In the entries that follow, find each line with the word "column" and copy it.
*** Opening Provided records ***
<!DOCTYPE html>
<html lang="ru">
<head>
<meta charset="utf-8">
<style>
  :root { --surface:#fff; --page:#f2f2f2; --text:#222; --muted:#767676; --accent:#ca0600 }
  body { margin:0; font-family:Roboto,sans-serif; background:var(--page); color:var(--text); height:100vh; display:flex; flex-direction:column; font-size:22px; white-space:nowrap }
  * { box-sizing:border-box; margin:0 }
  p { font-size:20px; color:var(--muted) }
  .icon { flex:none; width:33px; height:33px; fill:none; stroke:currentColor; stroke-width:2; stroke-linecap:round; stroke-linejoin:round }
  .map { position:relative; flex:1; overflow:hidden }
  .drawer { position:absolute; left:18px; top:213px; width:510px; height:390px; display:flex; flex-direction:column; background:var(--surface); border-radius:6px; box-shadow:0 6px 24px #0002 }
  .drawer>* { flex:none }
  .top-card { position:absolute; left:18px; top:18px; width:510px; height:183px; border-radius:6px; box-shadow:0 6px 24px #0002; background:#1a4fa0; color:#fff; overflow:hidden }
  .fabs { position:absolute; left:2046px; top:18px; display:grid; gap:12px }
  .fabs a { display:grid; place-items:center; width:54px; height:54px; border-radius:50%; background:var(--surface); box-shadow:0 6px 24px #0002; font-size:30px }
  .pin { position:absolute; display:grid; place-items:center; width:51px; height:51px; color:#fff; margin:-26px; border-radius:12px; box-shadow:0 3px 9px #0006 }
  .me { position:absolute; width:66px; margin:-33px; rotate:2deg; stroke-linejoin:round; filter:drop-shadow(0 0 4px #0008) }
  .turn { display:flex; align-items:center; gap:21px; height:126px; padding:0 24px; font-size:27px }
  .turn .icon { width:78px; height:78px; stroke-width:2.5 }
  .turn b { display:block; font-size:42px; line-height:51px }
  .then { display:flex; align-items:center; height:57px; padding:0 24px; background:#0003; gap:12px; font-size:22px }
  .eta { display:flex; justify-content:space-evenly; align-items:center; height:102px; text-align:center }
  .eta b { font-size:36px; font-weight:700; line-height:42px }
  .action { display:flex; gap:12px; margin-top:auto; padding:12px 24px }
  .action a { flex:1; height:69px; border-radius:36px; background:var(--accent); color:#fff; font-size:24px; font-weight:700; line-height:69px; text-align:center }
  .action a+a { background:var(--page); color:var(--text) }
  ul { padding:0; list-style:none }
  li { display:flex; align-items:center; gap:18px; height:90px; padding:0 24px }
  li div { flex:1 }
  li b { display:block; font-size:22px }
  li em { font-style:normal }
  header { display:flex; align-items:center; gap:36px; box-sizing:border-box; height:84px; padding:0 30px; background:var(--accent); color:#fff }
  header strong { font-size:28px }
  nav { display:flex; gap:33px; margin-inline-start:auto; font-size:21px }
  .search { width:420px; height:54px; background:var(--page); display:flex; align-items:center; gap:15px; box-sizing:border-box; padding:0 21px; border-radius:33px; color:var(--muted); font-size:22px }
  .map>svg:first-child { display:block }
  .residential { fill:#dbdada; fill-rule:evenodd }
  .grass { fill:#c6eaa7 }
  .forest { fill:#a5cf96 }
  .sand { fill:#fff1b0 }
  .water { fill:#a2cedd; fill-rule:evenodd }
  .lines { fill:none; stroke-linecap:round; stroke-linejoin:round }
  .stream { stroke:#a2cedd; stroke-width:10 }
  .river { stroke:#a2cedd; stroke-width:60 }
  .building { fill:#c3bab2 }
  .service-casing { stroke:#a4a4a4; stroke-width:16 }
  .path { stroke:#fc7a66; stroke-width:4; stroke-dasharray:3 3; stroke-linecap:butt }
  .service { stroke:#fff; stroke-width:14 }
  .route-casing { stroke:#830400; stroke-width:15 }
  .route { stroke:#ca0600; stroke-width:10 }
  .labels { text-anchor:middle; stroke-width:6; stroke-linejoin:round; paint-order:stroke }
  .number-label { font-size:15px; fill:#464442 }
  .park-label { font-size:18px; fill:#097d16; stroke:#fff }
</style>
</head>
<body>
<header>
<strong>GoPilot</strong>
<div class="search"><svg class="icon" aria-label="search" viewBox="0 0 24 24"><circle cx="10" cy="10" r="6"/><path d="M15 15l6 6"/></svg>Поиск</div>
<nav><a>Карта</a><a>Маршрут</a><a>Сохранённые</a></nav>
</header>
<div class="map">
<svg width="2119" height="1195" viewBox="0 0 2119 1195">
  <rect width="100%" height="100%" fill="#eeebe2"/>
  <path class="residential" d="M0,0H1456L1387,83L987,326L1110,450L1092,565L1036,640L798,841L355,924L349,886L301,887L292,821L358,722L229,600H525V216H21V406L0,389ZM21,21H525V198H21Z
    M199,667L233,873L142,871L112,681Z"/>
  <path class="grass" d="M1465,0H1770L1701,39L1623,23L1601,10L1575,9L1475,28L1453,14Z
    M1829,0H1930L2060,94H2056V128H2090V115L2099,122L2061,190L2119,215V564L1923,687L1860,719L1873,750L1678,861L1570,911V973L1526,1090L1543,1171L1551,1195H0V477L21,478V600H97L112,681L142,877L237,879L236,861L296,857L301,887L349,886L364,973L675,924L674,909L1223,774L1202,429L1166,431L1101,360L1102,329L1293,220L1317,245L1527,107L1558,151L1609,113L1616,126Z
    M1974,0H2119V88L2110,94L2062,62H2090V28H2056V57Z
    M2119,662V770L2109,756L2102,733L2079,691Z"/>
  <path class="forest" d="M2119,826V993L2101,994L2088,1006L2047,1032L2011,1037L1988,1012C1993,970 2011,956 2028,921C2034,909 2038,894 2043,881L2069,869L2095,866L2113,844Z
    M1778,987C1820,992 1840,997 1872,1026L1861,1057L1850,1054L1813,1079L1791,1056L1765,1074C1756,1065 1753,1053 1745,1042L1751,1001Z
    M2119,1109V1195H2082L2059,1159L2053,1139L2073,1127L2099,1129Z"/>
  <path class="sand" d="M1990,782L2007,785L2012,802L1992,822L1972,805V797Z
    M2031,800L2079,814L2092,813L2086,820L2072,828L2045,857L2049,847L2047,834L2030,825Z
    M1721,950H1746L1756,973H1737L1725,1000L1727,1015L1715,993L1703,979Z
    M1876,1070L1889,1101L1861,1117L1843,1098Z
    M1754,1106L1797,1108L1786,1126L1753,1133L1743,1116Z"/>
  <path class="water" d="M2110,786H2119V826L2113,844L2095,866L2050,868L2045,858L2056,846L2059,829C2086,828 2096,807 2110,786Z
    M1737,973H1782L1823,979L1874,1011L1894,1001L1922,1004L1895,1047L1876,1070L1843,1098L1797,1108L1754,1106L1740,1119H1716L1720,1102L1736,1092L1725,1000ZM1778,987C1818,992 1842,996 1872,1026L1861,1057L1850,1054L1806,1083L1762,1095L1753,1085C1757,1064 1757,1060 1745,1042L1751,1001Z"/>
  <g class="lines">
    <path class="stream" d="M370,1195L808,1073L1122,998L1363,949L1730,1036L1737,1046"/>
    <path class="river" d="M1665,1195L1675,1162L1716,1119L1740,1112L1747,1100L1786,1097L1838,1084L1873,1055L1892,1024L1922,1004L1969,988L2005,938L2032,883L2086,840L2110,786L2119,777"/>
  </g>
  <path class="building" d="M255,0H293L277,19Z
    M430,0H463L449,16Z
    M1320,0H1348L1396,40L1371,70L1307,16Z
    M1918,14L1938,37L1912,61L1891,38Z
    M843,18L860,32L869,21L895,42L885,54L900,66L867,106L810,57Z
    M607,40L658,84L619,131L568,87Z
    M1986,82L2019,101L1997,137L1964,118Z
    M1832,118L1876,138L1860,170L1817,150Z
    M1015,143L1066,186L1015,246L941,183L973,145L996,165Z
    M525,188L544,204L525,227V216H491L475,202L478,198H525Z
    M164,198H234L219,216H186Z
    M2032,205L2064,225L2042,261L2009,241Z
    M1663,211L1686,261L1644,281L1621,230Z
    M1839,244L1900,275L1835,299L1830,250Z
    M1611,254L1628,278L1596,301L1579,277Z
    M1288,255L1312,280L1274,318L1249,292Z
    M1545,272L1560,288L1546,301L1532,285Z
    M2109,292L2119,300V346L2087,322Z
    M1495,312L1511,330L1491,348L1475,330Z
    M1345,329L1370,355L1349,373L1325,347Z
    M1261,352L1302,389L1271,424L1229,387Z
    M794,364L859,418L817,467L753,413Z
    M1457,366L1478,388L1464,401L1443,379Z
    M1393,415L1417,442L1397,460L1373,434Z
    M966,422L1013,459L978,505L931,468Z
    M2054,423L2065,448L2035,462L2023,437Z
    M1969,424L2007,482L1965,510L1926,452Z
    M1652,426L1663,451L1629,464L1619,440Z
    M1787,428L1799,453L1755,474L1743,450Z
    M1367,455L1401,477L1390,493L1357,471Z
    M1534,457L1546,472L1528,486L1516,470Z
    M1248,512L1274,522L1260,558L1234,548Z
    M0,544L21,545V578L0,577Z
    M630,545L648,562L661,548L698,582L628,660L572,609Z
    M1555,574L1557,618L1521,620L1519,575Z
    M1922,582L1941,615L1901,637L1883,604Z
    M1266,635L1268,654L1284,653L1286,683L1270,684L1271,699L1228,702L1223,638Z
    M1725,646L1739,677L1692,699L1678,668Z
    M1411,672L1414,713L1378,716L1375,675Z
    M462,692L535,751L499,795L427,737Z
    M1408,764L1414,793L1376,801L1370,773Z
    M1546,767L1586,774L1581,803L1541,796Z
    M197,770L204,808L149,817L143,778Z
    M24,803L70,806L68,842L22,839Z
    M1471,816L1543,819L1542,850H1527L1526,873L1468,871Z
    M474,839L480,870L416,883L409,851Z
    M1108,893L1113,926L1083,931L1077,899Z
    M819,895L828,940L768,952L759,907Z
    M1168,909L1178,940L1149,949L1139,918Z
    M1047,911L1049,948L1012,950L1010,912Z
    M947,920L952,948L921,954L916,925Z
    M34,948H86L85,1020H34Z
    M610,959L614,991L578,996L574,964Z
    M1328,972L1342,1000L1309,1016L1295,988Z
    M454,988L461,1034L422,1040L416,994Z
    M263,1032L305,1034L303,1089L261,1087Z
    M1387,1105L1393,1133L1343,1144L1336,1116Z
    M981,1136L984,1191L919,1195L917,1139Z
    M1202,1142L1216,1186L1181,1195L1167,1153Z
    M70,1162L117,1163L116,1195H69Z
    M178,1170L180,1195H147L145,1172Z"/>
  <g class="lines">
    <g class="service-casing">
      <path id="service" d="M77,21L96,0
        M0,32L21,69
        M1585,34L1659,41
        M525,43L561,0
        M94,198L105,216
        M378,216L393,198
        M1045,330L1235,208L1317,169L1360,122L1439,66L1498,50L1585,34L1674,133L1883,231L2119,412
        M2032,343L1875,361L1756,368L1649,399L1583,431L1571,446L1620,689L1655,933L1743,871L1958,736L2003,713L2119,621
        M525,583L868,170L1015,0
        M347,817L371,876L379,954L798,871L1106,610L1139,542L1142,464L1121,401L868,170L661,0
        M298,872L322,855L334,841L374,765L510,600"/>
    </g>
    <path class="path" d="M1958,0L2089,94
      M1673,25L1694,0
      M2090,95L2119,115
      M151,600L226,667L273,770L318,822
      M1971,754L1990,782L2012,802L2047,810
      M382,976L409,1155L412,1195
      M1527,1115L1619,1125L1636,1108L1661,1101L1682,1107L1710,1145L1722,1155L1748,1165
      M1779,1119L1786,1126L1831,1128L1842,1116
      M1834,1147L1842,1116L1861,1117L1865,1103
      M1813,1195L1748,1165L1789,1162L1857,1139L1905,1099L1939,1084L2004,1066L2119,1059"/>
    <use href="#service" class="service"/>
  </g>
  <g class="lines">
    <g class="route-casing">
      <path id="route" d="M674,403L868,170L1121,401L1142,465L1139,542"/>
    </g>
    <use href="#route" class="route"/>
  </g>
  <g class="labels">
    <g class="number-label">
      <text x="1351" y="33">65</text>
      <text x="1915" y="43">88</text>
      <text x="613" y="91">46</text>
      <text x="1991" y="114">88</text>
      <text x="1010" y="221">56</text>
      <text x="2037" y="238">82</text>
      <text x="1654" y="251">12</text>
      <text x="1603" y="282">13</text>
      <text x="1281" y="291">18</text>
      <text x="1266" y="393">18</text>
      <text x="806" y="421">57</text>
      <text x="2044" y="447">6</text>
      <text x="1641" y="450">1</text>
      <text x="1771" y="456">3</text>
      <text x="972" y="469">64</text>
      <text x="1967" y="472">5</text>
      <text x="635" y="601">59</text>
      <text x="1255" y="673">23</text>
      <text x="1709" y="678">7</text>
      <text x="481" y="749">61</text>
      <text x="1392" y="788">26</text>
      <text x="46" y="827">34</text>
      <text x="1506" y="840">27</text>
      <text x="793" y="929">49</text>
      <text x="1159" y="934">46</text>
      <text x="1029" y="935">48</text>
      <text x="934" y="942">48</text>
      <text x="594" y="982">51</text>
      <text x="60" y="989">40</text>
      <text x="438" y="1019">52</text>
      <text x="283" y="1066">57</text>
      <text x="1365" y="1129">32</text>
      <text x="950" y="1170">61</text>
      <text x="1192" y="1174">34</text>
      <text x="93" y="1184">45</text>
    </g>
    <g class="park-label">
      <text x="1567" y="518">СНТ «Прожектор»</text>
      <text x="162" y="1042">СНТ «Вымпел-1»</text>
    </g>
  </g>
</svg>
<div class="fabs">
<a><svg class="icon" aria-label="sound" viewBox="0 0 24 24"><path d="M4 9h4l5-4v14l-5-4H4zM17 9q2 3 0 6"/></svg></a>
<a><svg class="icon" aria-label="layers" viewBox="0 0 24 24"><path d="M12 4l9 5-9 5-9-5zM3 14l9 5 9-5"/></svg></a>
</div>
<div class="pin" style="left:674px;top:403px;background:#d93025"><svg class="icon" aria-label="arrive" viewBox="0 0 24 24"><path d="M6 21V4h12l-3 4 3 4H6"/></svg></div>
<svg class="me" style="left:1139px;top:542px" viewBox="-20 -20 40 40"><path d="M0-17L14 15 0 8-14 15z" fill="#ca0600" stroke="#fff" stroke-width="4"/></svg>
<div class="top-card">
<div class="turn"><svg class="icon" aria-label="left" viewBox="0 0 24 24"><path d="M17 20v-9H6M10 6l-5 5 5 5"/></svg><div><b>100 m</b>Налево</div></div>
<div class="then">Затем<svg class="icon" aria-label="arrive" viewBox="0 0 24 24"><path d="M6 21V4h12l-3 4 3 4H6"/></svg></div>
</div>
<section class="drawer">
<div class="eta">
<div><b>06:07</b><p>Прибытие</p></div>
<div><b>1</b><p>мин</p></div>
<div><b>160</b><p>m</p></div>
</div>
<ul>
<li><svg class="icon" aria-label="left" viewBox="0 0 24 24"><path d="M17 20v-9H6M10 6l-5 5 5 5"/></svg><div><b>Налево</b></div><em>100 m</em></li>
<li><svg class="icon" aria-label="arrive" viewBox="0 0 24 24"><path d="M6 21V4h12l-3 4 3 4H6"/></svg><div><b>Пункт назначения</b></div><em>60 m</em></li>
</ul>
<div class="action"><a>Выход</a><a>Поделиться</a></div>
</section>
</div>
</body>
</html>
*** Closing Provided records ***
Task result »
  body { margin:0; font-family:Roboto,sans-serif; background:var(--page); color:var(--text); height:100vh; display:flex; flex-direction:column; font-size:22px; white-space:nowrap }
  .drawer { position:absolute; left:18px; top:213px; width:510px; height:390px; display:flex; flex-direction:column; background:var(--surface); border-radius:6px; box-shadow:0 6px 24px #0002 }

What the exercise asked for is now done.